Nous trouvons donc facilement une guesthouse et un bungalow dans un
joli parc ayant vue sur la Nam Ou. La pluie finit par conclure cette
journée bien remplie .
Les coqs se promenant autour de notre logement nous sortent des
bras de Morphée, ils se répondent à tour de rôle et picorent
joyeusement les bananes tombées au sol. Mais c'est sans compter sur
Denis qui s'empresse de recueillir celles non abîmées que nous
dégustons comme petit déjeuner, dessert et en-cas . Le ciel est
toujours menaçant et nous flânons tranquillement, entre deux
averses, dans les 2 seules rues de la petite ville.
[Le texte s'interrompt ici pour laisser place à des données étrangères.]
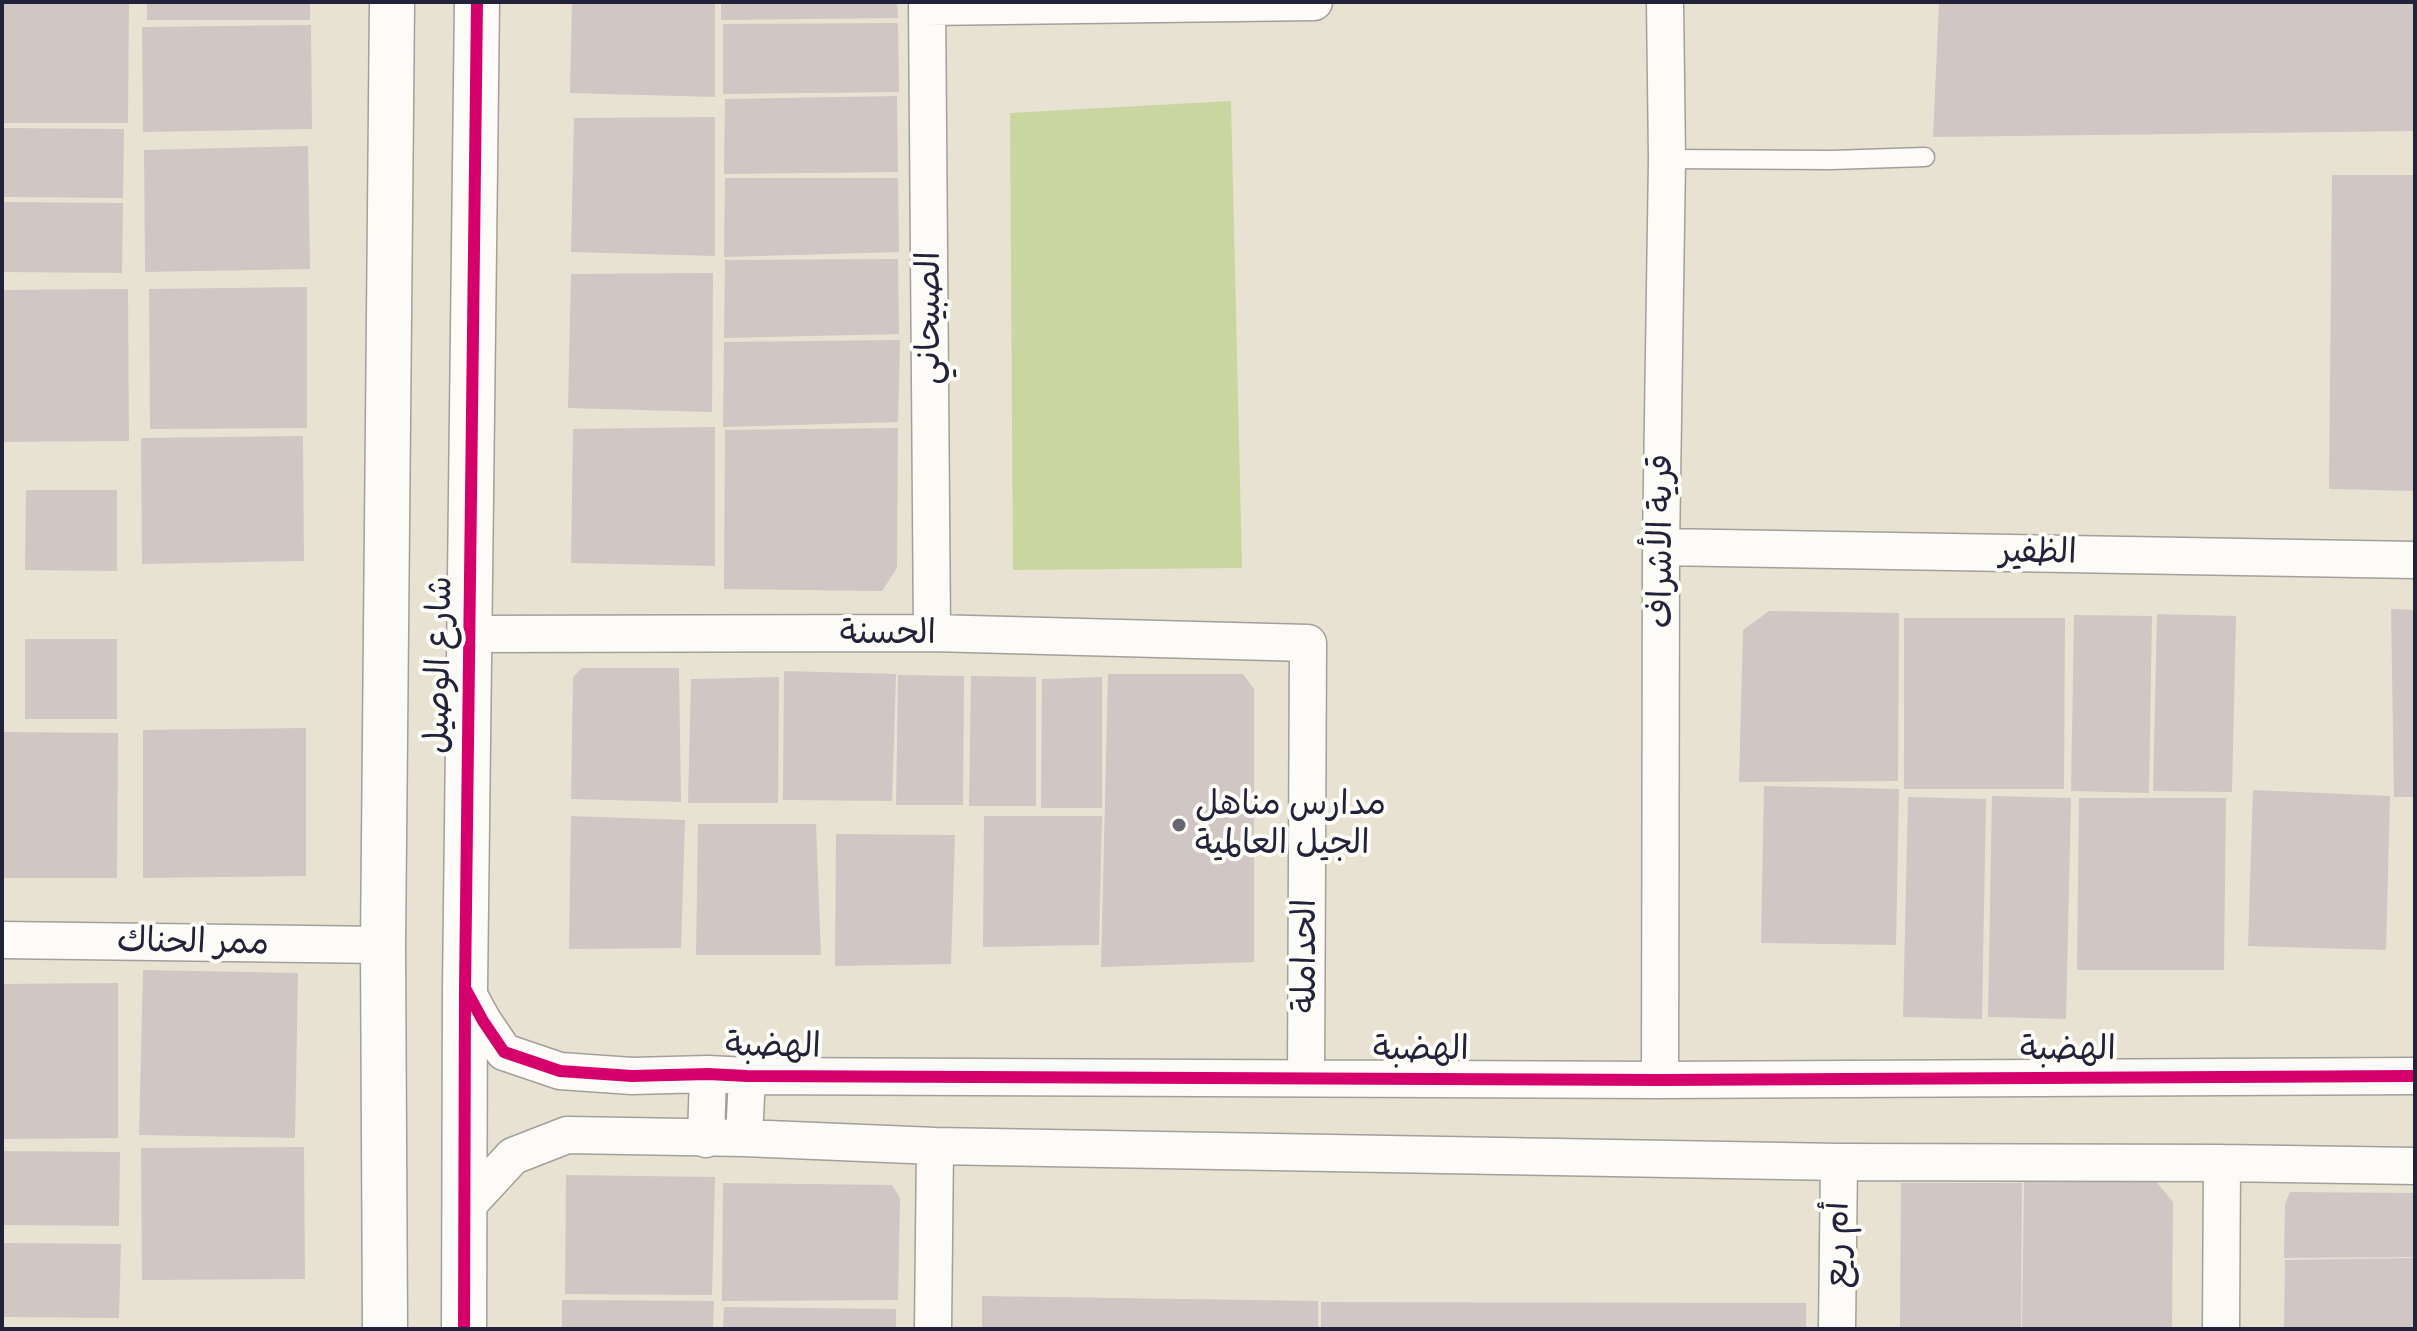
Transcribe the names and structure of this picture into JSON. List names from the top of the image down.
{
  "streets": {
    "street": [
      "الصبيحاني",
      "قرية الأشراف",
      "الظفير",
      "الحسنة",
      "شارع الوصيل",
      "ممر الحناك",
      "الحداملة",
      "الهضبة",
      "أم ريع"
    ]
  },
  "crossings": [
    ["الصبيحاني", "الحسنة"],
    ["قرية الأشراف", "الظفير"],
    ["قرية الأشراف", "الهضبة"],
    ["الحسنة", "شارع الوصيل"],
    ["الحسنة", "الحداملة"],
    ["شارع الوصيل", "ممر الحناك"],
    ["شارع الوصيل", "الهضبة"],
    ["الحداملة", "الهضبة"]
  ],
  "places": ["مدارس مناهل الجيل العالمية"]
}
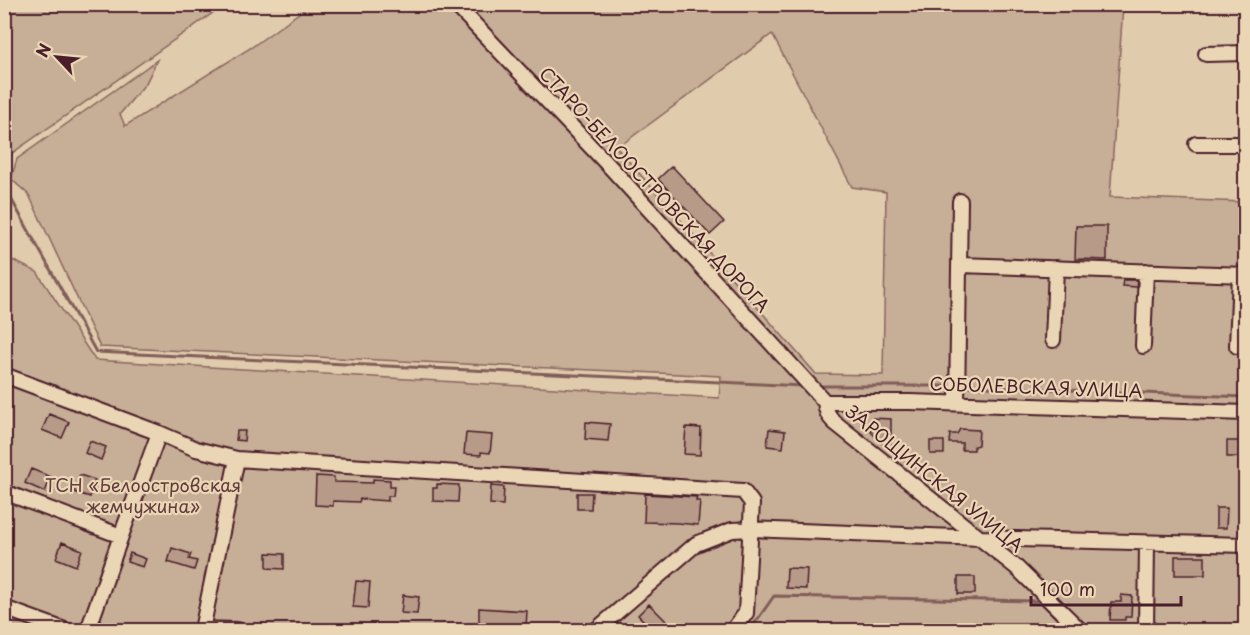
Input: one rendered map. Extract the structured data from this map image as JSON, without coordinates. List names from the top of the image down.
{
  "streets": {
    "street": ["СТАРО-БЕЛООСТРОВСКАЯ ДОРОГА", "СОБОЛЕВСКАЯ УЛИЦА", "ЗАРОЩИНСКАЯ УЛИЦА"]
  },
  "crossings": [
    ["СТАРО-БЕЛООСТРОВСКАЯ ДОРОГА", "СОБОЛЕВСКАЯ УЛИЦА"],
    ["СТАРО-БЕЛООСТРОВСКАЯ ДОРОГА", "ЗАРОЩИНСКАЯ УЛИЦА"],
    ["СОБОЛЕВСКАЯ УЛИЦА", "ЗАРОЩИНСКАЯ УЛИЦА"]
  ],
  "parks": ["ТСН «Белоостровская жемчужина»"],
  "scale_bar": "100 m",
  "north": "top left"
}
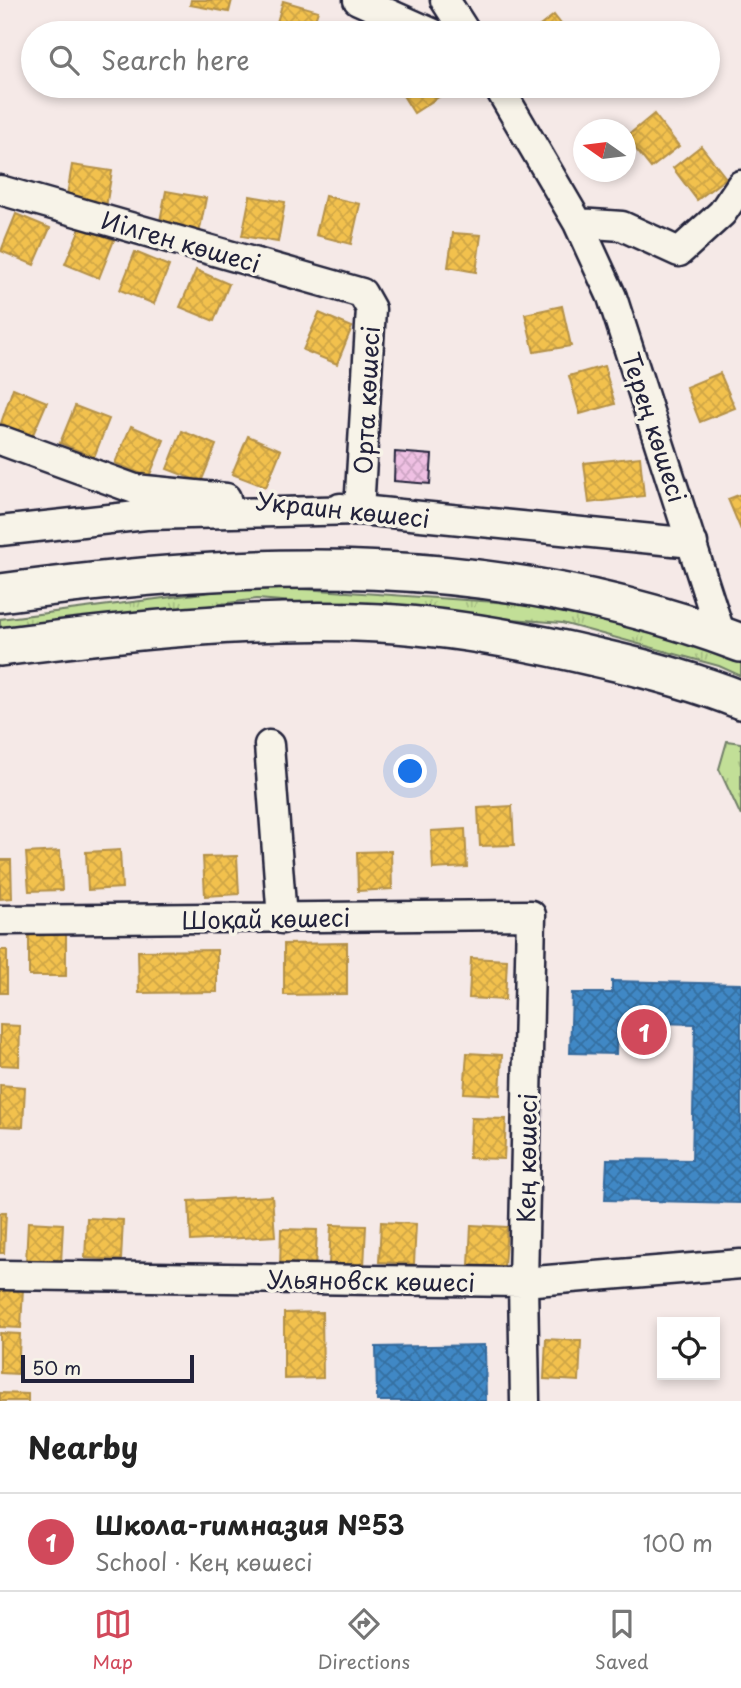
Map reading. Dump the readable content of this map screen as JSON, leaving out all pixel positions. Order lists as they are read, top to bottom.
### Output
{
  "streets": {
    "street": [
      "Иілген көшесі",
      "Орта көшесі",
      "Терең көшесі",
      "Украин көшесі",
      "Шоқай көшесі",
      "Кең көшесі",
      "Ульяновск көшесі"
    ]
  },
  "crossings": [
    ["Иілген көшесі", "Орта көшесі"],
    ["Орта көшесі", "Украин көшесі"],
    ["Терең көшесі", "Украин көшесі"],
    ["Шоқай көшесі", "Кең көшесі"],
    ["Кең көшесі", "Ульяновск көшесі"]
  ],
  "scale_bar": "50 m",
  "north": "left",
  "page": {
    "search": "Search here",
    "pins": "1",
    "scale": "50 m",
    "heading": "Nearby",
    "list": [
      {
        "mark": "1",
        "name": "Школа-гимназия №53",
        "note": "School · Кең көшесі",
        "value": "100 m"
      }
    ],
    "nav": ["Map", "Directions", "Saved"]
  }
}
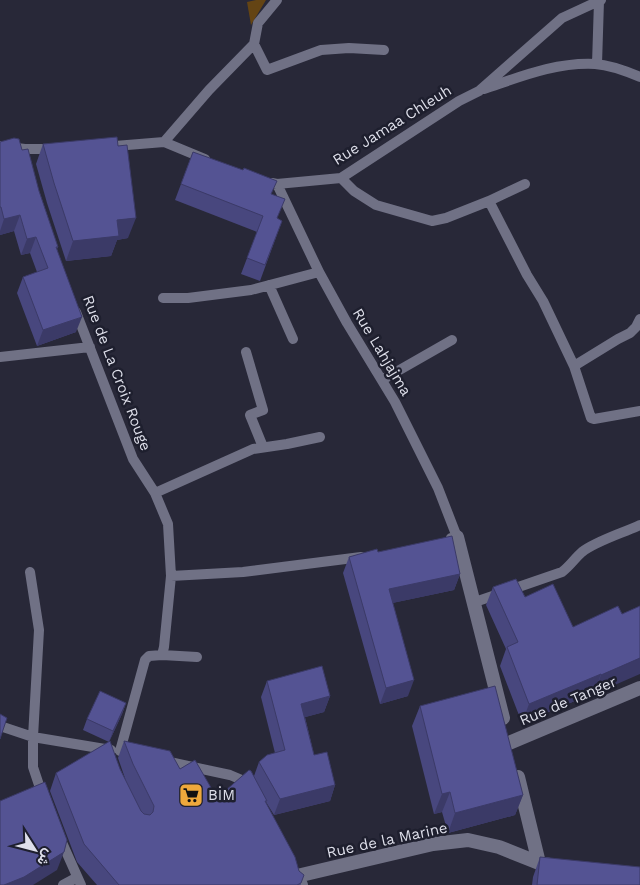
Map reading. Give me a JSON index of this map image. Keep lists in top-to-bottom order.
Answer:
{
  "streets": {
    "street": ["Rue de Tanger", "Rue de la Marine"],
    "lane": ["Rue Jamaa Chleuh", "Rue Lahjajma", "Rue de La Croix Rouge"]
  },
  "crossings": [
    ["Rue Jamaa Chleuh", "Rue Lahjajma"]
  ],
  "places": {
    "supermarket": ["BİM"]
  },
  "north": "bottom right"
}
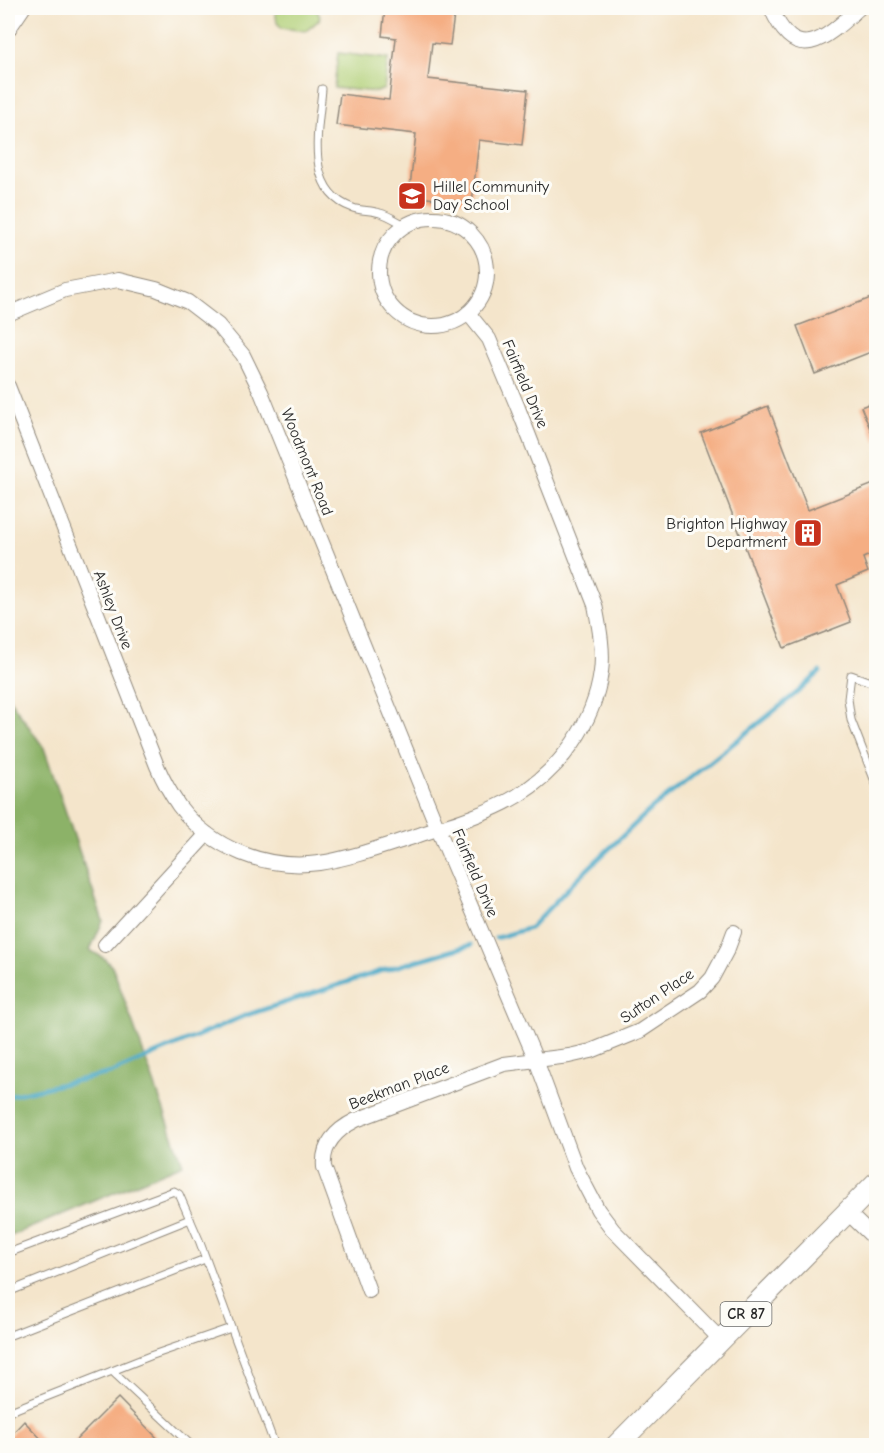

L'ambiance y est
spéciale et tout semble tourné vers le tourisme. Malgré la basse
saison nous croisons plus de touristes qu'à Sam Neua capitale de
province et les restaurants sont chers et de piètre qualité . Vu le
temps, les visites de grottes et de chutes d'eau sont à proscrire et
nous profitons simplement d'admirer la rivière et ces géants de
pierre qui nous rappellent ceux vus au Vietnam. Les longs bateaux
bleus alignés le long des berges et toute la vie autour renforcent
la superbe de la Nam Ou. Nous nous faisons une joie de naviguer au
Laos dans ce pays si sauvage et aux fleuves si magiques. Cela fait
partie des choses que nous voulions faire et dont nous rêvions
depuis longtemps. Mais l'expérience ne se fera pas..la liaison
fluviale entre Nong Khiaw et luang Prabang ne se fait plus depuis 6
mois, des barrages ayant été construits sur la rivière. La
déception est grande et nous n'avons pas le choix, Titine doit
encore nous transporter les 150 km restants... mais ça c'est une
autre histoire.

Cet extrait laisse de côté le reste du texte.